An Inquisitive Man and How to Treat Him
1 Samuel 10:16
And Saul said to his uncle, He told us plainly that the donkeys were found. But of the matter of the kingdom, whereof Samuel spoke…

Saul has now reached his home, and is determined to conceal the history of the past few days from the knowledge of others. If the Prophet's communications were to become generally known they would render Saul's position most uncomfortable. Many would discredit them; some would envy his promotion; while others might devise measures to take his life, or prevent the realisation of his hope.

I. THIS MAN'S INQUISITIVENESS. Human biography is so interesting that, touched by its spell, men instinctively stand to inquire.

1. The Interrogator. "Saul's uncle." People frequently presume upon their relationship to ask any questions they think proper. And their kinship is made a plea for unwelcome intrusions, or impudent interferences, totally incompatible with manly etiquette.

2. The inquiries made. Some relatives are always inquiring into the arrangements of other families. We can hardly move out of our doors but someone must ask, either us or our neighbours, whither we went.

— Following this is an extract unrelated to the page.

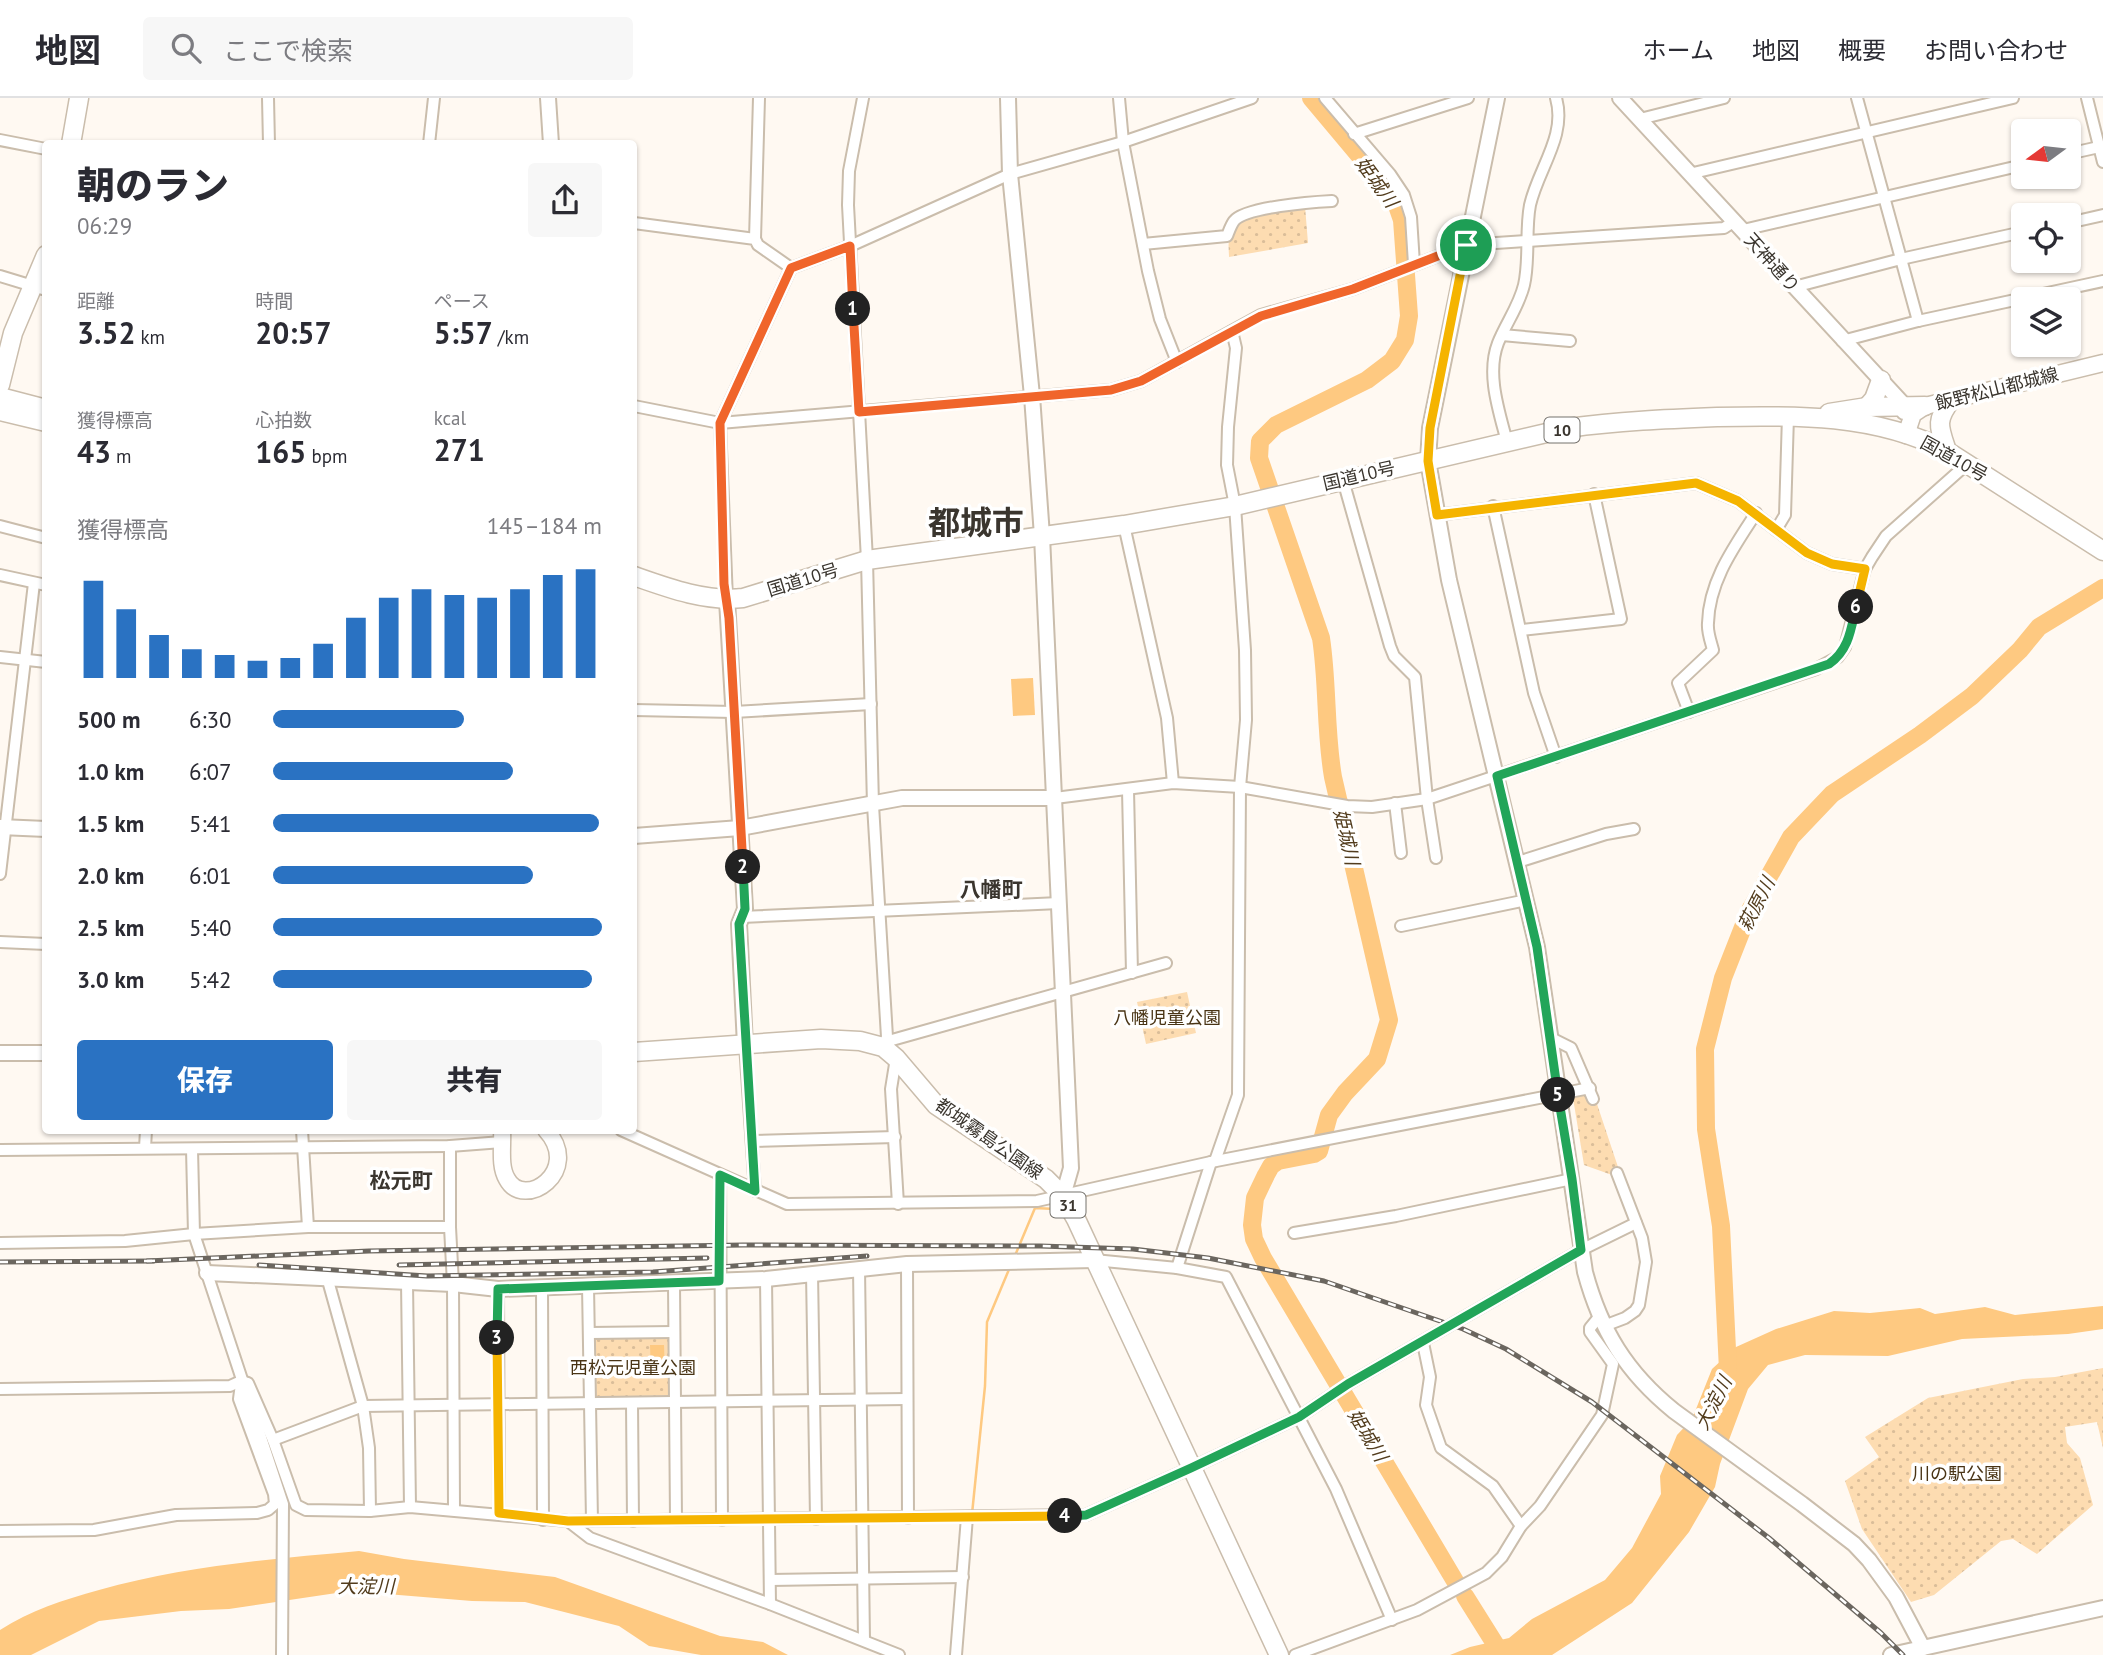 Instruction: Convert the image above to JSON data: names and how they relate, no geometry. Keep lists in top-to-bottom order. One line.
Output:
{"streets":{"main road":["飯野松山都城線","10","国道10号","都城霧島公園線","31"],"street":["天神通り"]},"crossings":[["飯野松山都城線","国道10号"]],"districts":["都城市","八幡町","松元町"],"water":["姫城川","萩原川","大淀川"],"parks":["八幡児童公園","西松元児童公園","川の駅公園"],"north":"left","page":{"header":"地図","search":"ここで検索","nav":["ホーム","地図","概要","お問い合わせ"],"heading":["朝のラン","06:29"],"stats":[["距離","3.52 km"],["時間","20:57"],["ペース","5:57 /km"],["獲得標高","43 m"],["心拍数","165 bpm"],["kcal","271"]],"pins":["1","6","2","5","3","4"],"chart":["獲得標高","145–184 m"],"list":[{"name":"500 m","note":"6:30"},{"name":"1.0 km","note":"6:07"},{"name":"1.5 km","note":"5:41"},{"name":"2.0 km","note":"6:01"},{"name":"2.5 km","note":"5:40"},{"name":"3.0 km","note":"5:42"}],"buttons":["保存","共有"]}}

3. The sources of his expected information. "And Saul's uncle said unto him and to his servant" (ver. 14). The uncle no doubt thought that if he could not obtain the required information from Saul, that he would have little difficulty in getting it from the servant. Servants are not always the most trustworthy persons, and especially with news at all exciting, or of family interest.

II. THE MANNER IN WHICH IT WAS TREATED. Some men have not sufficient power of character to contend with inquisitive people; and the artful inquirer, without raising the slightest suspicion, gains all the information required. It requires some little art to deal successfully with such folk; and of this Saul was happily possessed.

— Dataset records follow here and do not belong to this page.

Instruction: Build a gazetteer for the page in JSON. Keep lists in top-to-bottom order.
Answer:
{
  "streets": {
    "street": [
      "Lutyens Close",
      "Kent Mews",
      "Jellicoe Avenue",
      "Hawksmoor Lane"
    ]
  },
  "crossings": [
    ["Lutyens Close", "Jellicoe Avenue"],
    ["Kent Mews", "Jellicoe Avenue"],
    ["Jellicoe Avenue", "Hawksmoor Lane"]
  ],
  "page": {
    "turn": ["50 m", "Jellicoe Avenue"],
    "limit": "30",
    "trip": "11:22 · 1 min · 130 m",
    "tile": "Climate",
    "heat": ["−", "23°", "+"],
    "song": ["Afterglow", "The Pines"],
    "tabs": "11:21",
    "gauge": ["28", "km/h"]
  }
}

1. Saul's reply was truthful. "He told us plainly that the asses were found" (ver. 16). We can never be justified in telling lies, not even to silence inquisitive men. Saul recognised this fact; and while speaking the truth, withheld part of the tidings.

2. Saul's reply was discreet. "But of the matter of the kingdom whereof Samuel spake, he told him not."

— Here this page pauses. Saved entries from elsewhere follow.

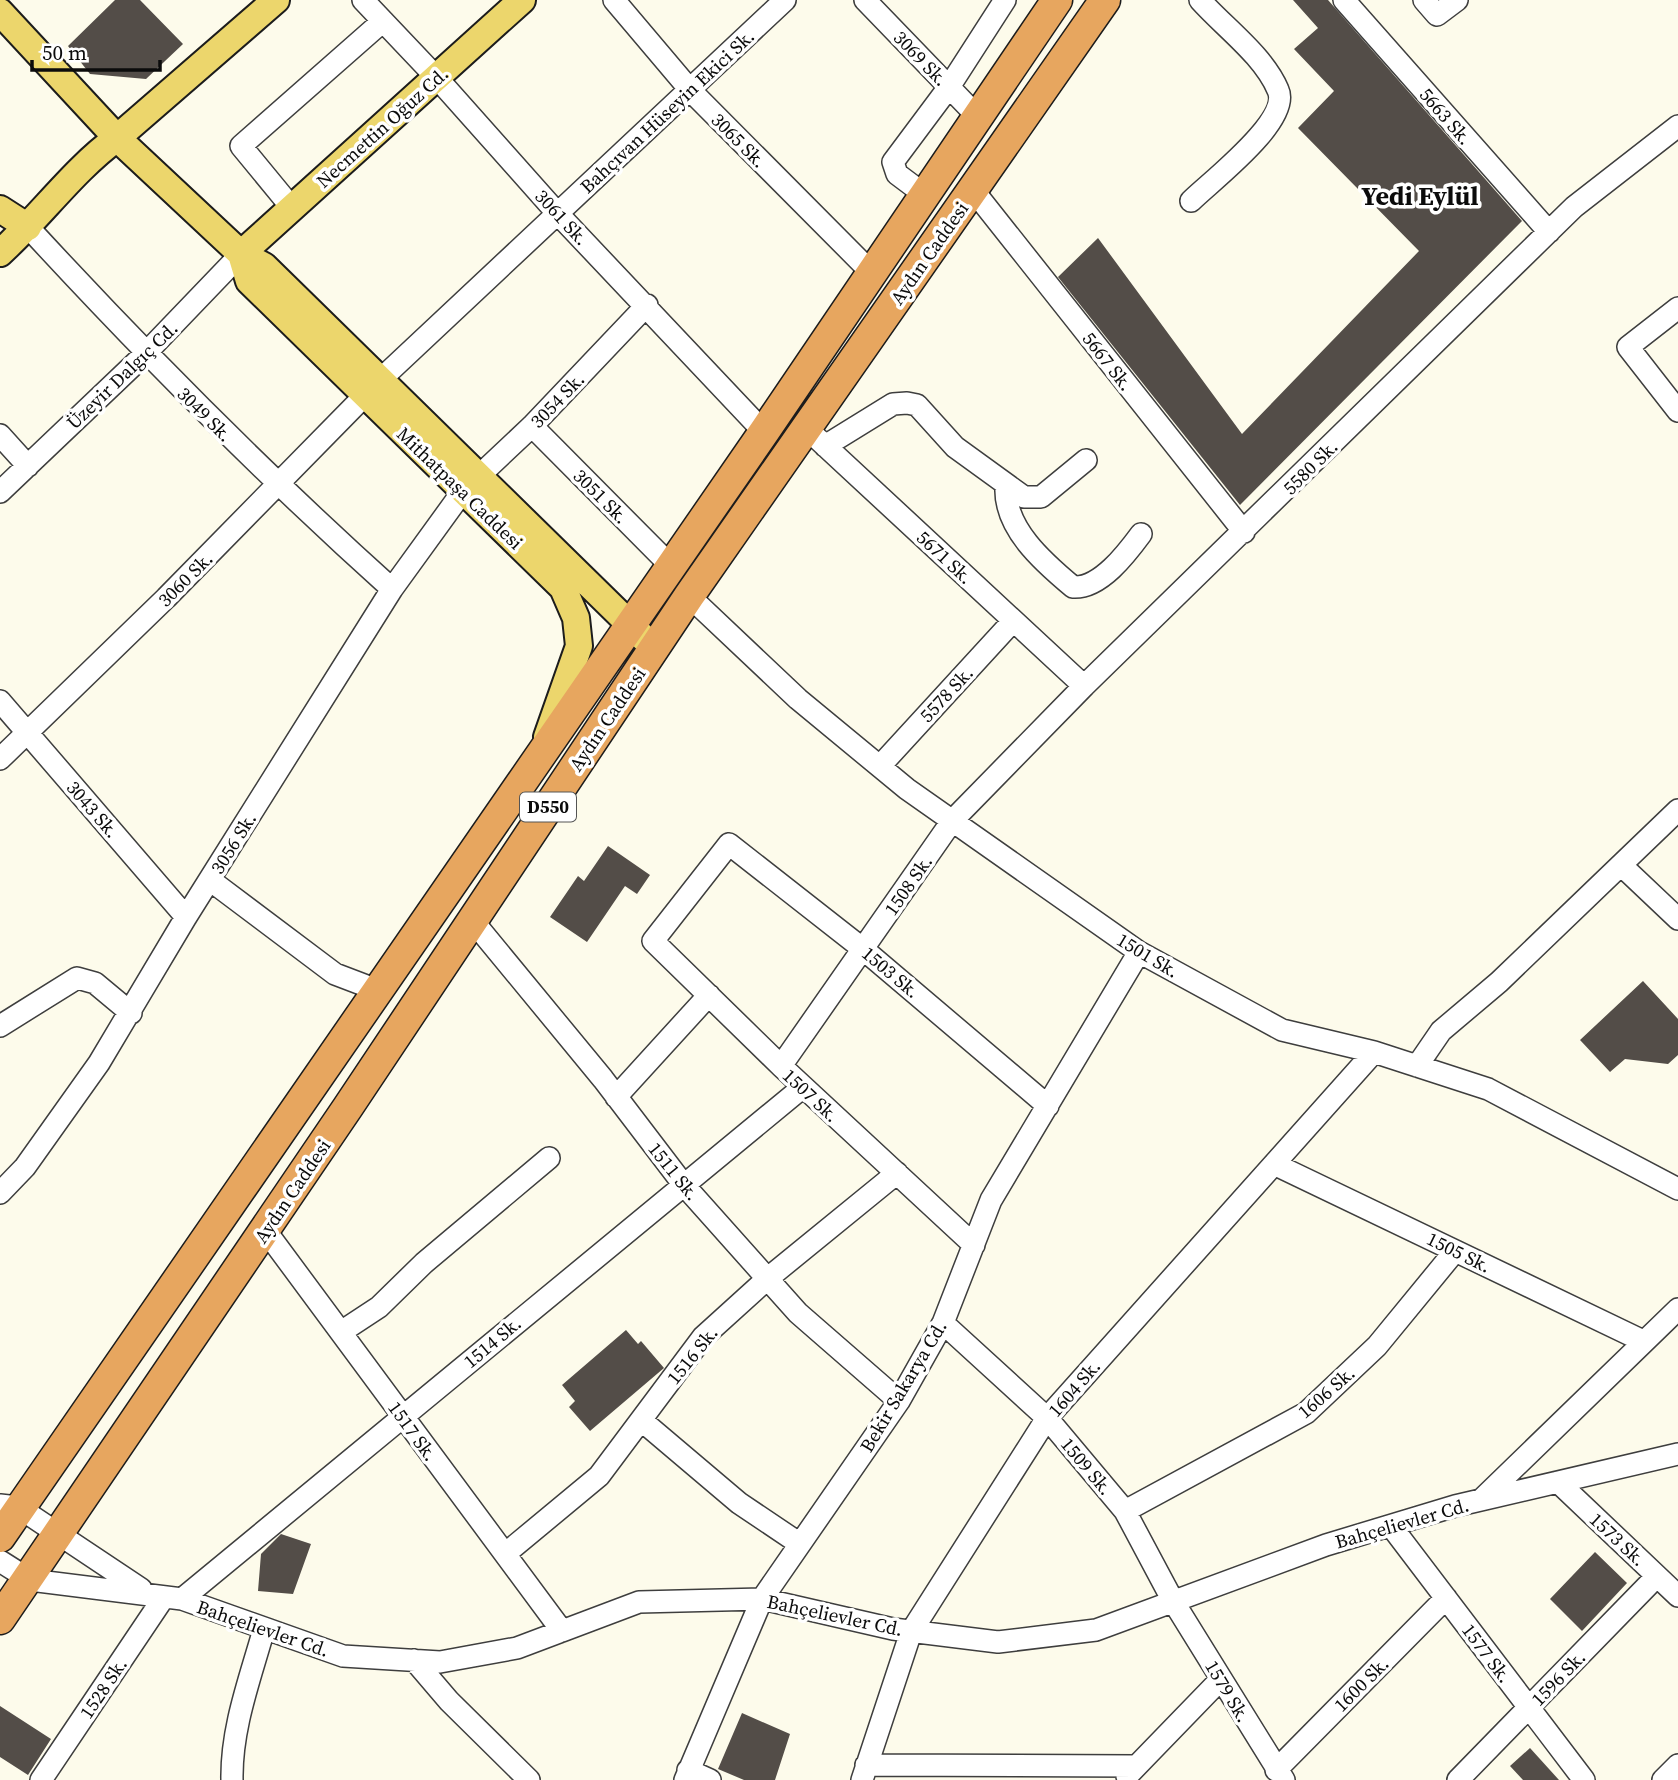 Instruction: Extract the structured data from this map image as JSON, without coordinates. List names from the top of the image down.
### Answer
{
  "streets": {
    "highway": ["Aydın Caddesi", "D550"],
    "main road": ["Necmettin Oğuz Cd.", "Mithatpaşa Caddesi"],
    "street": [
      "3069 Sk.",
      "Bahçıvan Hüseyin Ekici Sk.",
      "5663 Sk.",
      "3065 Sk.",
      "3061 Sk.",
      "5667 Sk.",
      "Üzeyir Dalgıç Cd.",
      "3054 Sk.",
      "3049 Sk.",
      "5580 Sk.",
      "3051 Sk.",
      "5671 Sk.",
      "3060 Sk.",
      "5578 Sk.",
      "3043 Sk.",
      "3056 Sk.",
      "1508 Sk.",
      "1501 Sk.",
      "1503 Sk.",
      "1507 Sk.",
      "1511 Sk.",
      "1505 Sk.",
      "1514 Sk.",
      "1516 Sk.",
      "Bekir Sakarya Cd.",
      "1604 Sk.",
      "1606 Sk.",
      "1517 Sk.",
      "1509 Sk.",
      "Bahçelievler Cd.",
      "1573 Sk.",
      "1577 Sk.",
      "1596 Sk.",
      "1600 Sk.",
      "1528 Sk.",
      "1579 Sk."
    ]
  },
  "crossings": [
    ["3069 Sk.", "Aydın Caddesi"],
    ["Bahçıvan Hüseyin Ekici Sk.", "3065 Sk."],
    ["Bahçıvan Hüseyin Ekici Sk.", "3061 Sk."],
    ["Bahçıvan Hüseyin Ekici Sk.", "Mithatpaşa Caddesi"],
    ["Bahçıvan Hüseyin Ekici Sk.", "3060 Sk."],
    ["5663 Sk.", "5580 Sk."],
    ["Necmettin Oğuz Cd.", "3061 Sk."],
    ["Necmettin Oğuz Cd.", "Üzeyir Dalgıç Cd."],
    ["Necmettin Oğuz Cd.", "Mithatpaşa Caddesi"],
    ["3065 Sk.", "Aydın Caddesi"],
    ["3061 Sk.", "Aydın Caddesi"],
    ["3061 Sk.", "3054 Sk."],
    ["Aydın Caddesi", "5667 Sk."],
    ["Aydın Caddesi", "Mithatpaşa Caddesi"],
    ["Aydın Caddesi", "3051 Sk."],
    ["Aydın Caddesi", "5671 Sk."],
    ["Aydın Caddesi", "1501 Sk."],
    ["Aydın Caddesi", "1511 Sk."],
    ["Aydın Caddesi", "1517 Sk."],
    ["5667 Sk.", "5580 Sk."],
    ["Üzeyir Dalgıç Cd.", "3049 Sk."],
    ["Üzeyir Dalgıç Cd.", "Mithatpaşa Caddesi"],
    ["3054 Sk.", "Mithatpaşa Caddesi"],
    ["3054 Sk.", "3051 Sk."],
    ["3054 Sk.", "3056 Sk."],
    ["3049 Sk.", "3060 Sk."],
    ["3049 Sk.", "3056 Sk."],
    ["5580 Sk.", "5671 Sk."],
    ["5580 Sk.", "1508 Sk."],
    ["5580 Sk.", "1501 Sk."],
    ["Mithatpaşa Caddesi", "3060 Sk."],
    ["Mithatpaşa Caddesi", "3056 Sk."],
    ["5671 Sk.", "5578 Sk."],
    ["3060 Sk.", "3043 Sk."],
    ["5578 Sk.", "1501 Sk."],
    ["3043 Sk.", "3056 Sk."],
    ["1508 Sk.", "1501 Sk."],
    ["1508 Sk.", "1503 Sk."],
    ["1508 Sk.", "1507 Sk."],
    ["1501 Sk.", "Bekir Sakarya Cd."],
    ["1501 Sk.", "1604 Sk."],
    ["1503 Sk.", "1507 Sk."],
    ["1503 Sk.", "Bekir Sakarya Cd."],
    ["1507 Sk.", "1514 Sk."],
    ["1507 Sk.", "1516 Sk."],
    ["1507 Sk.", "Bekir Sakarya Cd."],
    ["1511 Sk.", "1514 Sk."],
    ["1511 Sk.", "1516 Sk."],
    ["1511 Sk.", "Bekir Sakarya Cd."],
    ["1505 Sk.", "1604 Sk."],
    ["1505 Sk.", "1606 Sk."],
    ["1514 Sk.", "1517 Sk."],
    ["1514 Sk.", "Bahçelievler Cd."],
    ["1514 Sk.", "1528 Sk."],
    ["1516 Sk.", "1517 Sk."],
    ["Bekir Sakarya Cd.", "1509 Sk."],
    ["Bekir Sakarya Cd.", "Bahçelievler Cd."],
    ["1604 Sk.", "1509 Sk."],
    ["1604 Sk.", "Bahçelievler Cd."],
    ["1606 Sk.", "1509 Sk."],
    ["1517 Sk.", "Bahçelievler Cd."],
    ["1509 Sk.", "Bahçelievler Cd."],
    ["1509 Sk.", "1579 Sk."],
    ["Bahçelievler Cd.", "1573 Sk."],
    ["Bahçelievler Cd.", "1577 Sk."],
    ["Bahçelievler Cd.", "1528 Sk."],
    ["Bahçelievler Cd.", "1579 Sk."],
    ["1573 Sk.", "1596 Sk."],
    ["1577 Sk.", "1596 Sk."],
    ["1577 Sk.", "1600 Sk."],
    ["1600 Sk.", "1579 Sk."]
  ],
  "districts": ["Yedi Eylül"],
  "scale_bar": "50 m"
}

3. Saul's reply was modest. If such promotion had come to most young men, they would have hurried to their friends, and in a fit of excitement have communicated the whole story. But not so with Saul, he kept it in his own heart until God should read it to an assembled nation.

4. Saul's reply was short. He did not betray himself by a multitude of words; he did not by some unthinking sentence excite the suspicion of his uncle; but briefly told him about the asses. Here Saul displayed his common sense.Lessons: —

1. Never tell people all they wish to know.

2. Do not abuse the sanctity of family relationships by petty intrusions.

3. That discretion is the only safety of a promoted life.

(Joseph S. Exell, M. A.)

Parallel Verses
KJV: And Saul said unto his uncle, He told us plainly that the asses were found. But of the matter of the kingdom, whereof Samuel spake, he told him not.

WEB: Saul said to his uncle, "He told us plainly that the donkeys were found." But concerning the matter of the kingdom, of which Samuel spoke, he didn't tell him.